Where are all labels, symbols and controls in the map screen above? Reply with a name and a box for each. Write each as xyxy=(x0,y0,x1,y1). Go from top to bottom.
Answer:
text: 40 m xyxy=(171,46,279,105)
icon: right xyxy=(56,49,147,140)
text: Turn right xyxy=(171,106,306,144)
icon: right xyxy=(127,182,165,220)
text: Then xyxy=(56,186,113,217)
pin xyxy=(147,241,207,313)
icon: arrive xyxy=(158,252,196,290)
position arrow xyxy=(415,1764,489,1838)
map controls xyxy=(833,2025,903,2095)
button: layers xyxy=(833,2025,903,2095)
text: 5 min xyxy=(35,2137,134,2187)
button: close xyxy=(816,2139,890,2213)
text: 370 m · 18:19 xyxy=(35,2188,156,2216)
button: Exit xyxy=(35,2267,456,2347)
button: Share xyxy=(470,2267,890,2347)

---

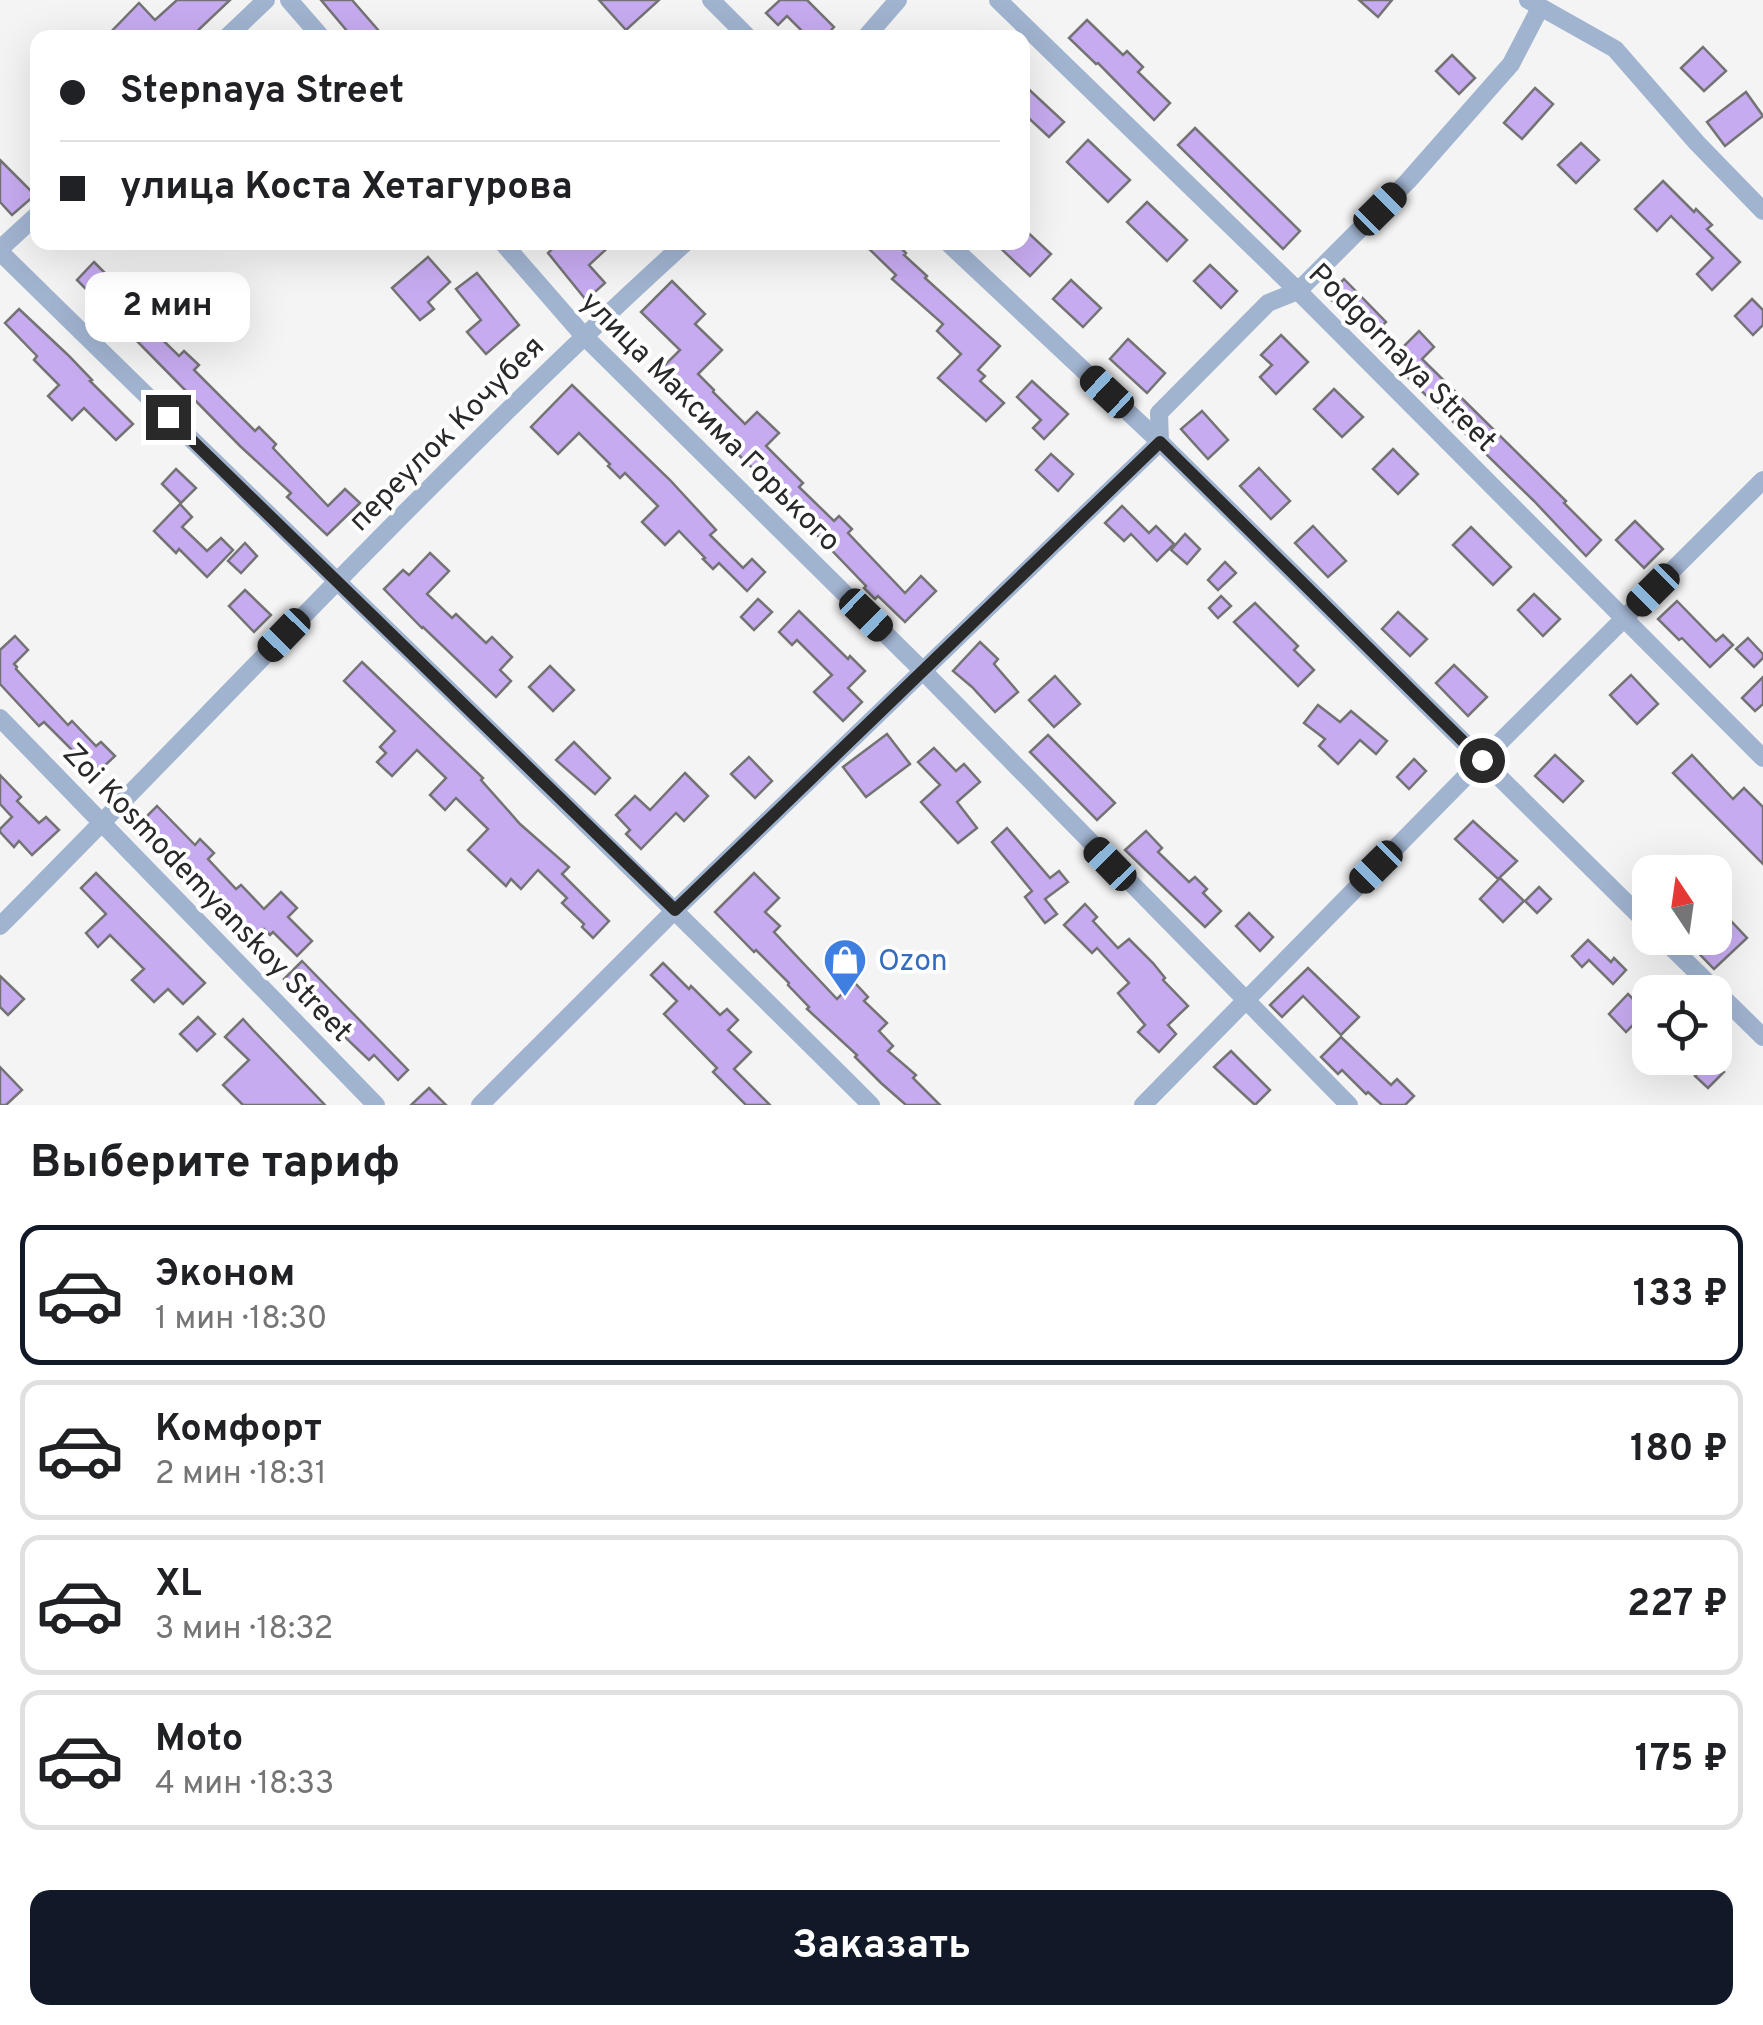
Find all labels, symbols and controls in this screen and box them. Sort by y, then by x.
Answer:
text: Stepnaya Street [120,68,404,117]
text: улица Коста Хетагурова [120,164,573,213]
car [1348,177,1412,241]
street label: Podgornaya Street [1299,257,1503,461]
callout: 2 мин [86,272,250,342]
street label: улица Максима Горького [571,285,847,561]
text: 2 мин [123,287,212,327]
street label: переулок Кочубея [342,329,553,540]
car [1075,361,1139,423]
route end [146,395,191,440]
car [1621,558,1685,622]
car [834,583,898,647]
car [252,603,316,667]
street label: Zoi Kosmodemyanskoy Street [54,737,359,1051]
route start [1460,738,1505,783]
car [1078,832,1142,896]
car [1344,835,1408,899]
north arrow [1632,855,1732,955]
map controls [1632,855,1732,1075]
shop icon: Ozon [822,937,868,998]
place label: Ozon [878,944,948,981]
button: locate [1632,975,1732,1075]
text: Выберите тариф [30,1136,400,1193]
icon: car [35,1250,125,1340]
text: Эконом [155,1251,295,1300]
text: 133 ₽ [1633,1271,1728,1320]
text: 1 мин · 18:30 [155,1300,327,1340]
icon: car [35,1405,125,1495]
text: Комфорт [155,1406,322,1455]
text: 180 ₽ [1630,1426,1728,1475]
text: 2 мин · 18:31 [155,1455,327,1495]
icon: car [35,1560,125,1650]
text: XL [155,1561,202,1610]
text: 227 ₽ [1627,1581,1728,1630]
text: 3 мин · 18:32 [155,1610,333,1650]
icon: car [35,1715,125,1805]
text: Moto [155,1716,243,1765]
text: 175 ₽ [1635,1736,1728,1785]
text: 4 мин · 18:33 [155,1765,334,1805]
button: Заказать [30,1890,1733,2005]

:: TASK DESCRIPTION ::
Where the string "symbols" occurs in a line of the material above, copy the whole line.

:: ANSWER TO THIS EXERCISE ::
Where are all labels, symbols and controls in the map screen above? Reply with a name and a box for each. Write each as xyxy=(x0,y0,x1,y1). Go from top to bottom.
Find all labels, symbols and controls in this screen and box them. Sort by y, then by x.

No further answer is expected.